# Exercise instructions
Without the pictures, retype exactly the lines from the top of the entries below through the line that contains "position:relative; flex:1; overflow:hidden".

Stored dataset items:
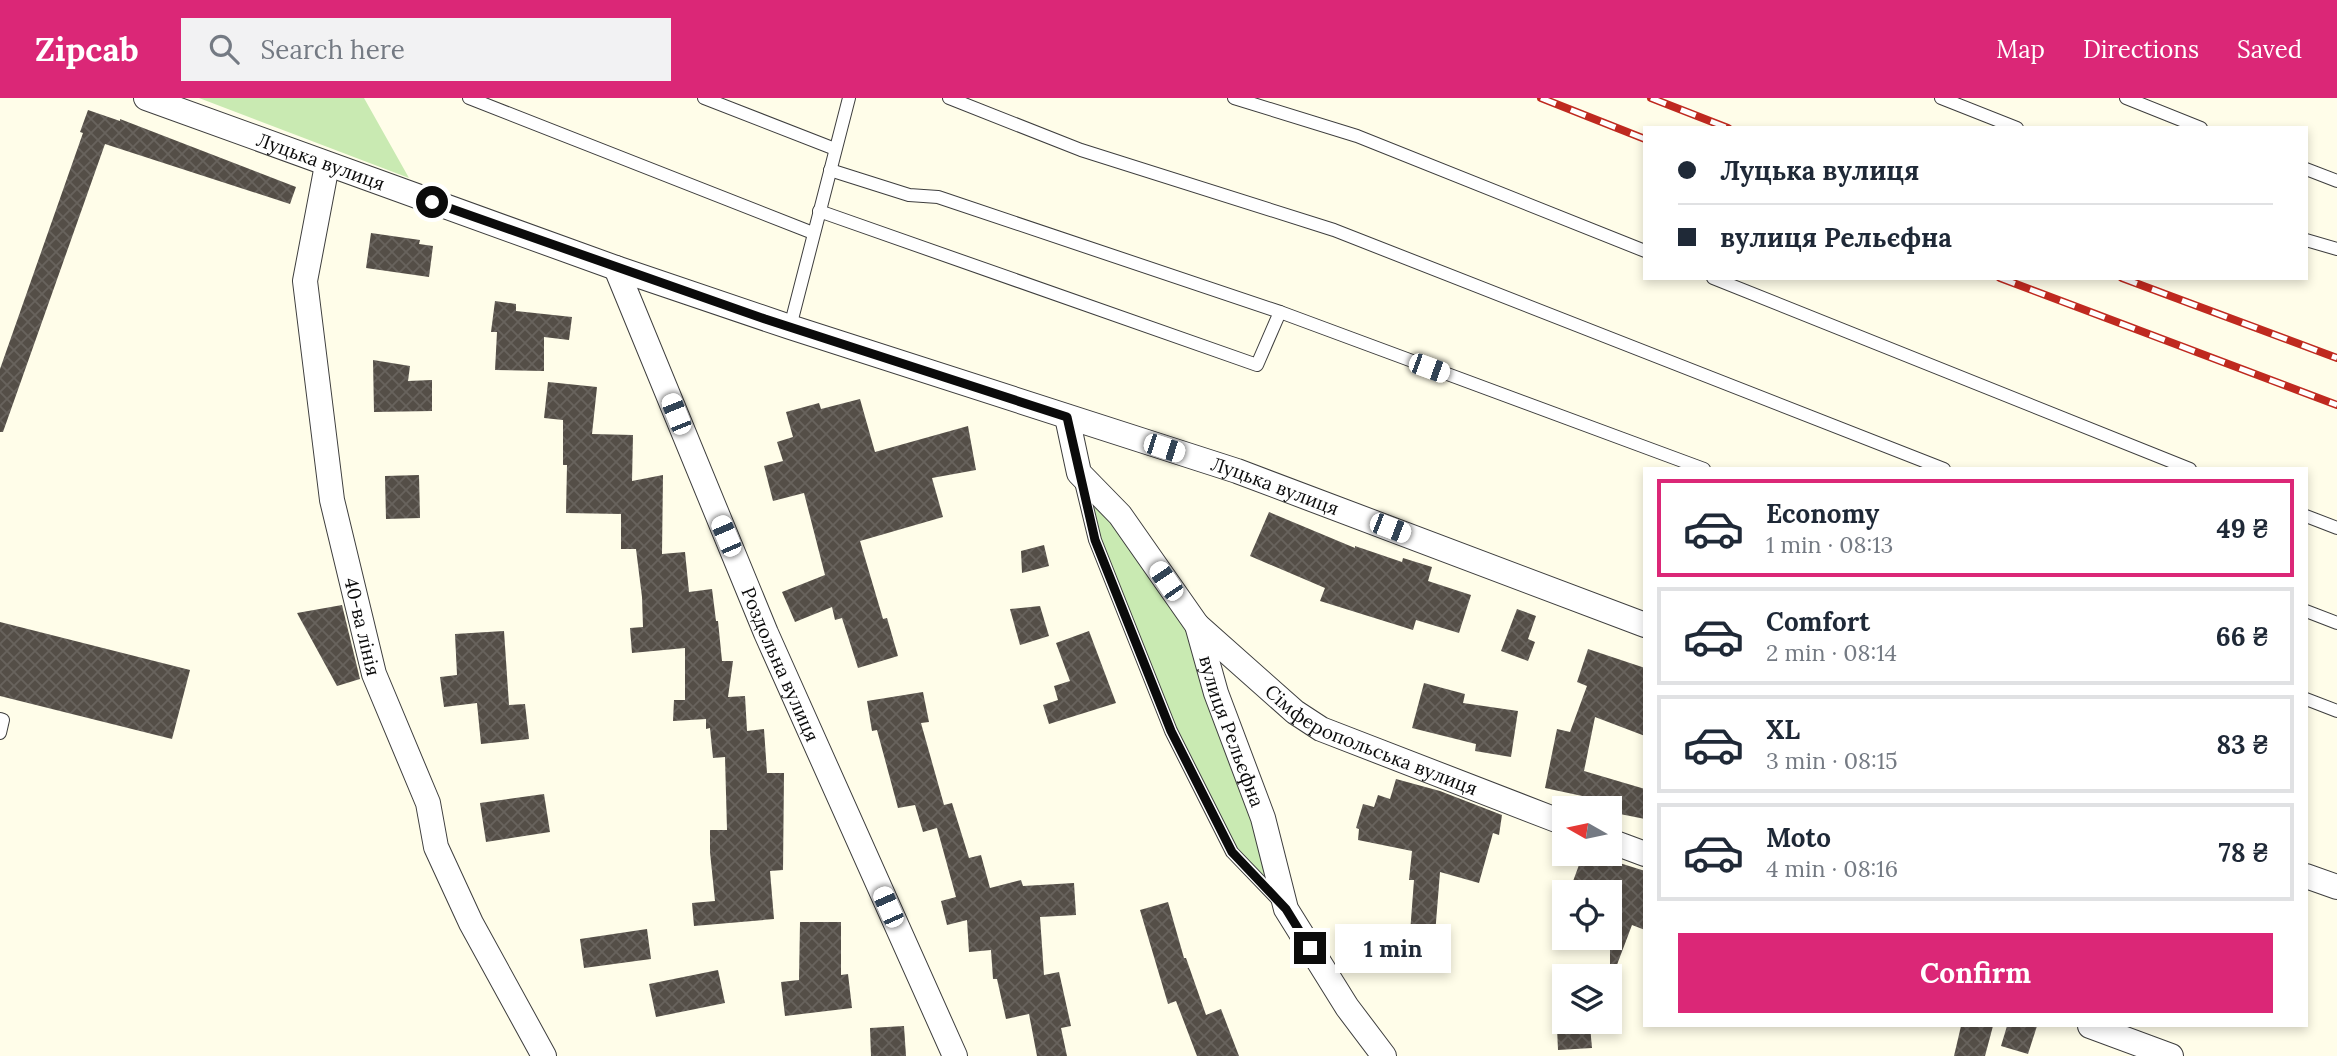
<!DOCTYPE html>
<html lang="en">
<head>
<meta charset="utf-8">
<style>
	body { margin:0; font-family:Lora,serif; background:#f2f2f3; color:#1f2937; height:100vh; display:flex; flex-direction:column; font-size:26px; white-space:nowrap }
	* { box-sizing:border-box; margin:0 }
	p { font-size:23px; color:#747a83 }
	.icon { flex:none; width:38px; height:38px; fill:none; stroke:currentColor; stroke-width:2; stroke-linecap:round; stroke-linejoin:round }
	.map { position:relative; flex:1; overflow:hidden }
	.sheet { position:absolute; left:1643px; top:369px; width:665px; height:560px; display:flex; flex-direction:column; background:#fff; border-radius:0px; box-shadow:0 4px 10px #0003 }
	.sheet>* { flex:none }
	.hud { position:absolute; left:1643px; top:28px; width:665px; height:154px; border-radius:0px; box-shadow:0 4px 10px #0003; display:grid; align-content:center; height:154px; padding:0 35px; background:#fff }
	.needle { width:46px; rotate:279deg }
	.buttons { position:absolute; left:1552px; top:698px; display:grid; gap:14px }
	.buttons a { display:grid; place-items:center; width:70px; height:70px; border-radius:0px; background:#fff; box-shadow:0 4px 10px #0003; font-size:35px }
	.end { position:absolute; width:32px; height:32px; margin:-16px; border:9px solid #0b0b0b; background:#fff; box-shadow:0 0 0 4px #fff }
	.from { border-radius:50% }
	.bubble { position:absolute; height:49px; border-radius:0px; background:#fff; box-shadow:0 4px 10px #0003; font-size:23px; font-weight:800; line-height:49px; text-align:center }
	.car { position:absolute; width:21px; height:42px; margin:-21px -10px; border-radius:9px; box-shadow:0 0 5px 2px #0007; background:linear-gradient(#fff 24%,#345 0 40%,#fff 0 76%,#345 0 86%,#fff 0) }
	.hud b { display:flex; align-items:center; gap:24px; height:66px; font-size:26px }
	.hud b+b { border-top:2px solid #e0e1e3 }
	.hud i { width:18px; height:18px; background:#1f2937 }
	ul { padding:12px 0 0; list-style:none }
	li { display:flex; align-items:center; gap:21px; height:98px; margin:0 14px 10px; padding:0 21px; border:4px solid #e0e1e3; border-radius:0px }
	li div { flex:1 }
	li b { display:block; font-size:26px }
	li em { font-style:normal; font-weight:800 }
	li.on { border-color:#db2777 }
	li>.icon { width:63px; height:63px; stroke-width:1.5 }
	.button { display:flex; gap:14px; margin-top:auto; padding:14px 35px }
	.button a { flex:1; height:80px; border-radius:0px; background:#db2777; color:#fff; font-size:28px; font-weight:800; line-height:80px; text-align:center }
	header { display:flex; align-items:center; gap:42px; box-sizing:border-box; height:98px; padding:0 35px; background:#db2777; color:#fff }
	header strong { font-size:33px }
	nav { display:flex; gap:38px; margin-inline-start:auto; font-size:24px }
	.search { width:490px; height:63px; background:#f2f2f3; display:flex; align-items:center; gap:18px; box-sizing:border-box; padding:0 24px; border-radius:0px; color:#747a83; font-size:26px }
	.map>svg:first-child { display:block }
	.grass { fill:#c9eab2 }
	.building { fill:url(#building-cross-hatch) }
	.lines { fill:none; stroke-linecap:round; stroke-linejoin:round }
	.lane-casing { stroke:#3e3e3e; stroke-width:14 }
	.street-casing { stroke:#3e3e3e; stroke-width:26 }
	.lane { stroke:#fff; stroke-width:12 }
	.street { stroke:#fff; stroke-width:24 }
	.rail-casing { stroke:#bf291f; stroke-width:8 }
	.rail { stroke:#fff; stroke-width:5; stroke-dasharray:16; stroke-linecap:butt }
	.route { stroke:#0b0b0b; stroke-width:9 }
	.labels { text-anchor:middle; stroke-width:7; stroke-linejoin:round; paint-order:stroke }
	.street-label { font-size:19px; fill:#0b0b0b; stroke:#fff }
</style>
</head>
<body>
<header>
<strong>Zipcab</strong>
<div class="search"><svg class="icon" aria-label="search" viewBox="0 0 24 24"><circle cx="10" cy="10" r="6"/><path d="M15 15l6 6"/></svg>Search here</div>
<nav><a>Map</a><a>Directions</a><a>Saved</a></nav>
</header>
<div class="map">
<svg width="2337" height="958" viewBox="0 0 2337 958">
	<defs>
		<pattern id="building-cross-hatch" width="8" height="8" patternUnits="userSpaceOnUse" patternTransform="scale(1.75)"><rect width="8" height="8" fill="#544e47"/><path d="M0 0l8 8M0 8l8-8" fill="none" stroke="#68635d"/></pattern>
	</defs>
	<rect width="100%" height="100%" fill="#fffde9"/>
	<!-- grass -->
	<g class="grass">
		<polygon points="199,0 364,0 409,80"/>
		<polygon points="1089,396 1116,423 1187,529 1256,723 1267,780 1237,751 1178,635 1100,441"/>
	</g>
	<!-- building -->
	<g class="building">
		<polygon points="88,12 120,23 120,21 296,89 290,106 105,46 3,334 0,334 0,271 83,35 80,34"/>
		<polygon points="371,135 420,142 419,146 433,148 429,179 366,170"/>
		<polygon points="495,203 516,206 516,213 572,219 569,242 544,239 544,273 495,272 497,234 491,234"/>
		<polygon points="373,262 410,268 408,283 432,282 432,313 374,314"/>
		<polygon points="548,284 597,289 592,336 633,337 632,383 663,377 662,456 685,454 689,494 712,491 716,523 718,523 722,563 733,563 728,599 745,598 747,633 764,631 767,675 784,675 783,772 770,773 774,821 694,828 692,805 715,803 710,754 710,732 727,732 725,659 713,660 710,630 706,631 706,621 673,623 674,602 685,602 685,550 632,555 630,530 643,529 642,499 636,451 621,451 621,416 566,415 567,367 563,367 563,322 544,320"/>
		<polygon points="860,301 875,354 968,328 976,372 932,380 943,419 860,443 883,521 887,520 898,558 858,570 842,520 835,522 832,509 795,524 782,494 825,477 804,395 773,403 764,368 783,363 777,344 793,339 786,314 819,305 821,311"/>
		<polygon points="419,377 420,420 386,421 385,378"/>
		<polygon points="1269,414 1355,450 1355,448 1402,464 1403,460 1432,469 1428,483 1471,497 1459,535 1416,522 1413,532 1320,503 1325,490 1250,458"/>
		<polygon points="1044,447 1049,468 1022,475 1021,453"/>
		<polygon points="342,507 360,581 337,588 297,515"/>
		<polygon points="1040,508 1049,538 1020,547 1010,511"/>
		<polygon points="1517,511 1536,518 1528,541 1535,544 1528,563 1501,553"/>
		<polygon points="0,524 190,572 172,641 0,598"/>
		<polygon points="504,533 509,607 525,606 529,641 481,646 477,605 444,609 440,579 457,577 455,536"/>
		<polygon points="1089,533 1116,605 1049,626 1043,607 1058,602 1054,588 1070,583 1056,545"/>
		<polygon points="1588,551 1645,570 1645,638 1595,619 1584,673 1645,691 1645,721 1610,714 1610,710 1597,710 1584,707 1587,699 1545,690 1557,631 1570,634 1587,588 1577,584"/>
		<polygon points="1424,585 1465,596 1463,605 1518,613 1511,659 1475,653 1476,646 1412,630"/>
		<polygon points="923,594 929,624 921,625 944,707 952,705 969,760 981,757 990,790 1021,782 1023,788 1074,785 1076,817 1040,819 1044,877 1059,874 1071,928 1061,930 1067,958 1037,958 1029,916 1006,921 997,881 993,881 991,852 969,854 967,822 947,827 941,803 956,799 937,730 923,734 915,707 898,710 877,632 872,633 867,603"/>
		<polygon points="1396,681 1440,693 1502,717 1499,737 1493,735 1479,785 1440,774 1435,837 1410,835 1414,782 1409,782 1412,753 1358,742 1359,731 1356,730 1363,706 1374,709 1378,697 1390,701"/>
		<polygon points="544,696 550,734 486,744 480,705"/>
		<polygon points="1583,756 1591,756 1645,773 1645,832 1632,827 1612,880 1610,880 1610,794 1594,794 1572,786"/>
		<polygon points="1168,804 1184,860 1186,860 1206,917 1221,911 1239,958 1197,958 1176,903 1168,906 1140,812"/>
		<polygon points="800,824 841,824 841,877 848,876 852,910 785,918 781,884 799,882"/>
		<polygon points="647,831 651,861 584,870 580,841"/>
		<polygon points="718,872 725,905 656,919 649,886"/>
		<polygon points="904,928 906,958 871,958 870,930"/>
		<polygon points="1590,928 1592,950 1558,952 1557,930"/>
		<polygon points="1961,928 1993,928 1985,958 1954,958"/>
		<polygon points="2007,928 2037,928 2028,956 2001,948"/>
	</g>
	<g class="lines">
		<!-- lane casing -->
		<g class="lane-casing">
			<g id="lane">
				<polyline points="469,0 813,135"/>
				<polyline points="704,0 835,51"/>
				<polyline points="949,0 1081,52 1334,132 1944,371"/>
				<polyline points="1234,0 1357,38 1645,153"/>
				<polyline points="1941,0 2017,30"/>
				<polyline points="2126,0 2201,30"/>
				<polyline points="2306,71 2337,83"/>
				<polyline points="830,72 909,97 938,99 1280,214 1704,371"/>
				<polyline points="819,113 1257,267 1280,214"/>
				<polyline points="2306,142 2337,151"/>
				<polyline points="1713,180 2190,371"/>
				<polyline points="790,229 849,0"/>
				<polyline points="1081,384 1095,442 1171,633 1232,754 1279,803"/>
				<polyline points="2306,418 2337,430"/>
				<polyline points="2306,513 2337,525"/>
				<polyline points="2306,601 2337,613"/>
				<polyline points="0,621 3,622 0,635"/>
			</g>
		</g>
		<!-- street casing -->
		<g class="street-casing">
			<g id="street">
				<path id="s1" d="M 146,0 L 616,170 L 790,229 L 1237,373 L 1645,527"/>
				<path id="s2" d="M 327,67 L 305,183 L 332,402 L 374,576 L 428,705 L 436,749 L 471,825 L 544,958"/>
				<path id="s3" d="M 616,170 L 766,535 L 955,958"/>
				<path id="s4" d="M 1067,319 L 1079,375 L 1120,417 L 1197,527 L 1216,595 L 1263,720 L 1286,811 L 1347,909 L 1384,958"/>
				<path id="s5" d="M 1197,527 L 1295,614 L 1321,631 L 1564,725"/>
				<polyline points="1610,743 1645,756"/>
				<polyline points="2306,778 2337,789"/>
				<polyline points="2090,928 2171,958"/>
			</g>
		</g>
		<!-- lane -->
		<use href="#lane" class="lane"/>
		<!-- street -->
		<use href="#street" class="street"/>
		<!-- rail casing -->
		<g class="rail-casing">
			<g id="rail">
				<polyline points="1541,0 1645,41"/>
				<polyline points="1651,0 1728,30"/>
				<polyline points="2000,180 2337,307"/>
				<polyline points="2122,180 2337,260"/>
			</g>
		</g>
		<!-- rail -->
		<use href="#rail" class="rail"/>
	</g>
	<g class="lines">
		<!-- route -->
		<polyline class="route" points="432,104 765,221 1067,319 1095,442 1171,633 1232,754 1286,811 1310,850"/>
	</g>
	<g class="labels">
		<!-- street labels -->
		<g class="street-label">
			<text dy="7" stroke="none"><textPath href="#s1" startOffset="186">Луцька вулиця</textPath></text>
			<text dy="7" stroke="none"><textPath href="#s1" startOffset="1194">Луцька вулиця</textPath></text>
			<text dy="7" stroke="none"><textPath href="#s2" startOffset="469">40-ва лінія</textPath></text>
			<text dy="7" stroke="none"><textPath href="#s3" startOffset="429">Роздольна вулиця</textPath></text>
			<text dy="7" stroke="none"><textPath href="#s4" startOffset="362">вулиця Рельєфна</textPath></text>
			<text dy="7" stroke="none"><textPath href="#s5" startOffset="212">Сімферопольська вулиця</textPath></text>
		</g>
	</g>
</svg>
<div class="buttons">
<a><svg class="needle" viewBox="-14 -14 28 28"><path d="M0-13l5 13h-10z" fill="#e53935"/><path d="M0 13l5-13h-10z" fill="#747a83"/></svg></a>
<a><svg class="icon" aria-label="locate" viewBox="0 0 24 24"><circle cx="12" cy="12" r="6"/><path d="M12 2v4M12 18v4M2 12h4M18 12h4"/></svg></a>
<a><svg class="icon" aria-label="layers" viewBox="0 0 24 24"><path d="M12 4l9 5-9 5-9-5zM3 14l9 5 9-5"/></svg></a>
</div>
<i class="end from" style="left:432px;top:104px"></i>
<i class="end" style="left:1310px;top:850px"></i>
<div class="bubble" style="left:1335px;top:826px;width:116px">1 min</div>
<i class="car" style="left:1429px;top:270px;rotate:110deg"></i>
<i class="car" style="left:676px;top:316px;rotate:338deg"></i>
<i class="car" style="left:1164px;top:350px;rotate:108deg"></i>
<i class="car" style="left:1390px;top:430px;rotate:111deg"></i>
<i class="car" style="left:726px;top:438px;rotate:337deg"></i>
<i class="car" style="left:1166px;top:483px;rotate:326deg"></i>
<i class="car" style="left:888px;top:809px;rotate:336deg"></i>
<div class="hud">
<b><i class="from"></i>Луцька вулиця</b>
<b><i></i>вулиця Рельєфна</b>
</div>
<section class="sheet">
<ul>
<li class="on"><svg class="icon" aria-label="car" viewBox="0 0 24 24"><path d="M5 17H2v-5l4-1 3-4h7l3 4 3 1v5h-3M9 17h6M6 11h13"/><circle cx="7" cy="17" r="2"/><circle cx="17" cy="17" r="2"/></svg><div><b>Economy</b><p>1 min · 08:13</p></div><em>49 ₴</em></li>
<li><svg class="icon" aria-label="car" viewBox="0 0 24 24"><path d="M5 17H2v-5l4-1 3-4h7l3 4 3 1v5h-3M9 17h6M6 11h13"/><circle cx="7" cy="17" r="2"/><circle cx="17" cy="17" r="2"/></svg><div><b>Comfort</b><p>2 min · 08:14</p></div><em>66 ₴</em></li>
<li><svg class="icon" aria-label="car" viewBox="0 0 24 24"><path d="M5 17H2v-5l4-1 3-4h7l3 4 3 1v5h-3M9 17h6M6 11h13"/><circle cx="7" cy="17" r="2"/><circle cx="17" cy="17" r="2"/></svg><div><b>XL</b><p>3 min · 08:15</p></div><em>83 ₴</em></li>
<li><svg class="icon" aria-label="car" viewBox="0 0 24 24"><path d="M5 17H2v-5l4-1 3-4h7l3 4 3 1v5h-3M9 17h6M6 11h13"/><circle cx="7" cy="17" r="2"/><circle cx="17" cy="17" r="2"/></svg><div><b>Moto</b><p>4 min · 08:16</p></div><em>78 ₴</em></li>
</ul>
<div class="button"><a>Confirm</a></div>
</section>
</div>
</body>
</html>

# Exercise answer
<!DOCTYPE html>
<html lang="en">
<head>
<meta charset="utf-8">
<style>
	body { margin:0; font-family:Lora,serif; background:#f2f2f3; color:#1f2937; height:100vh; display:flex; flex-direction:column; font-size:26px; white-space:nowrap }
	* { box-sizing:border-box; margin:0 }
	p { font-size:23px; color:#747a83 }
	.icon { flex:none; width:38px; height:38px; fill:none; stroke:currentColor; stroke-width:2; stroke-linecap:round; stroke-linejoin:round }
	.map { position:relative; flex:1; overflow:hidden }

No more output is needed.